INTERAGENCY DATA SHARING
- The Committee recommends that the Legislature encourage agencies to include their data in the Open Data Portal. Today, only 10 agencies participate by publishing their open data on the portal. Most state agencies publish data on their individual agency portal. Constituents who deal with multiple state agencies must traverse multiple web sites to find the information they are looking to obtain. The technology within the portal allows for agencies to have the data in both places, on their individual web site and on the Texas Open Data Portal at no additional cost. An example of this comes from the Comptroller’s office who last year decided to place all their open data on the Texas Open Data Portal and through a simple application programming interface, or API, they pull it back to feed their individual agency web site. This allows the Comptroller to store their open data in a secure cloud environment, at no additional cost to their agency, and have the information available in both locations. So effectively a citizen, researcher, journalist, private company, or anyone can access the same information in either locations.

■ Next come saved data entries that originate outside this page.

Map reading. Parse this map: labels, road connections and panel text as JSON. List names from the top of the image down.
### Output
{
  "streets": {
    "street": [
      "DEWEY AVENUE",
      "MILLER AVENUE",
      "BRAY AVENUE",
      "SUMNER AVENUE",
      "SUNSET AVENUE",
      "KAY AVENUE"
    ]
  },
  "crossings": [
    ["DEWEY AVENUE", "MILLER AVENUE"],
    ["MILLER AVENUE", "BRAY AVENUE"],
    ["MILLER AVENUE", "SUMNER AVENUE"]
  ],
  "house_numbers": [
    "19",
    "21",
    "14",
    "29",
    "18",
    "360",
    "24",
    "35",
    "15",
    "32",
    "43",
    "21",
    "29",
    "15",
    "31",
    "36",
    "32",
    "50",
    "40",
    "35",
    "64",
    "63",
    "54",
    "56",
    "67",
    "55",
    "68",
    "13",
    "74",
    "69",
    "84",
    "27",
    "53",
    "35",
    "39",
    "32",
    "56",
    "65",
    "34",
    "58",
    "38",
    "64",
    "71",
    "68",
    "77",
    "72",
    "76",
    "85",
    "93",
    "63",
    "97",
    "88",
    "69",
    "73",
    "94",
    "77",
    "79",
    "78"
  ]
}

- The Committee recommends that each state agency with more than 250 employees have a dedicated data management employee. To move forward, the state must offer continued support and focus on applying good data management practices. Keys to a successful data program include establishing a formal and defined data governance structure, led by dedicated data management professional(s). Having these two pieces in place allow agencies to focus on the opportunity and create the value that is within their data. Additionally, having dedicated resources across the enterprise allows for more data sharing discussions between agencies that can lead to overall better services for our citizens, better efficiencies for our operations, better coordinated fraud identification, and higher levels of security and management of our overall strategic asset, that is data.
- The Committee recommends that the position of Statewide Data Coordinator be changed from Statewide Data Coordinator to Chief Data Officer and the expiration date of September 1, 2021, as outlined in H.B. 1912, Section 2054.0286(d), be abolished. The position of Statewide Data Coordinator (SWDC) is critical to continue the progress of the Statewide Data Program while attaining the long-term program goals, objectives, and on-going success. In the role, the SWDC provides a driving and centralized focus on establishing best practices for data management, data sharing, open data government transparency and the use of data analytics as well as supporting agency and higher education enterprise information management. To maintain the view of Texas as the forefront of technology and to align the position with industry best practices and other state’s similar data management programs, it is recommended that the position be changed from Statewide Data Coordinator to Chief Data Officer and the expiration date of September 1, 2021, as outlined in H.B.1912, Section 2054.0286 (d), be abolished.
HB 8 IMPLEMENTATION
- The Committee is pleased with the efficient manner in which DIR has implemented the requirements of HB 8.